In recent years, the Justice Department has endeavored to uncover and impede an extensive array of criminal schemes designed to support the North Korean regime, including its nuclear weapons program.
In 2016, the United States levied charges against four Chinese nationals and a trading company because they utilized front companies to circumvent sanctions imposed on North Korea for its nuclear weapons and ballistics programs.
The Justice Department indicted three North Korean computer programmers and members of the government’s military intelligence agency in connection with various global cyberattacks that, according to officials, were executed at the regime’s behest two years ago.
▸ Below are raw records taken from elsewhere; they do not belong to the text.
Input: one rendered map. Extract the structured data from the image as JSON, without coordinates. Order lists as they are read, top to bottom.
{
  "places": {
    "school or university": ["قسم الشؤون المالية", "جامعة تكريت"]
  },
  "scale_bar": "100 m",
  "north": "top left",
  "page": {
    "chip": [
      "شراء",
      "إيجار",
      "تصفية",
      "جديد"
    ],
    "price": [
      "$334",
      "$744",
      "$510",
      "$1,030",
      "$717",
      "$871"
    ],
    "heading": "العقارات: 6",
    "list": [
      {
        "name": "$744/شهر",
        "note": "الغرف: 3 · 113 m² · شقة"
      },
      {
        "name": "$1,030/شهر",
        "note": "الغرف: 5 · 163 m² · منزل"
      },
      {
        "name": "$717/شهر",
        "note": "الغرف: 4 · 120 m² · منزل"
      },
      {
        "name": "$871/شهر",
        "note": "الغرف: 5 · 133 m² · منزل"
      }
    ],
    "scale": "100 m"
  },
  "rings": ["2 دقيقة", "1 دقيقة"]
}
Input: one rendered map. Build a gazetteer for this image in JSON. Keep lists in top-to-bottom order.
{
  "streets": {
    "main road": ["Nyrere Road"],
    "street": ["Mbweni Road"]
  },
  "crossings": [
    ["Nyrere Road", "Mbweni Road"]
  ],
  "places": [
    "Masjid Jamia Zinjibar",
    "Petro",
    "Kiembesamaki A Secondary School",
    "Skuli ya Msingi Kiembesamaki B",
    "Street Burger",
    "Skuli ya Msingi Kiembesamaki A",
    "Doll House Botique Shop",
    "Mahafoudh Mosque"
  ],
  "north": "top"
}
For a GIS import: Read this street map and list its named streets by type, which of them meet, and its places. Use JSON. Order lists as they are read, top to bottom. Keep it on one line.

At the time, law enforcement officials stated that the prosecution’s case underscored the profit-oriented motivation underlying North Korea’s malicious hacking, in contrast to other adversarial countries such as Russia, China, and Iran, which primarily pursue espionage, intellectual property theft, or democratic disruption.
North Korean leader Kim Jong Un reportedly demanded in September an exponential increase in nuclear weapon production and a greater role for his nation in a coalition of nations engaging the United States in a “new Cold War,” according to state media.
In February, experts from the United Nations reported that government-affiliated North Korean hackers seized virtual assets with an unprecedented value of over $1 billion and $630 million in the previous year. The panel of experts stated in a report that the hackers gained access to digital networks involved in cyberfinance and stole information from governments, individuals, and businesses that could be useful for North Korea’s nuclear and ballistic missile programs using ever more sophisticated techniques.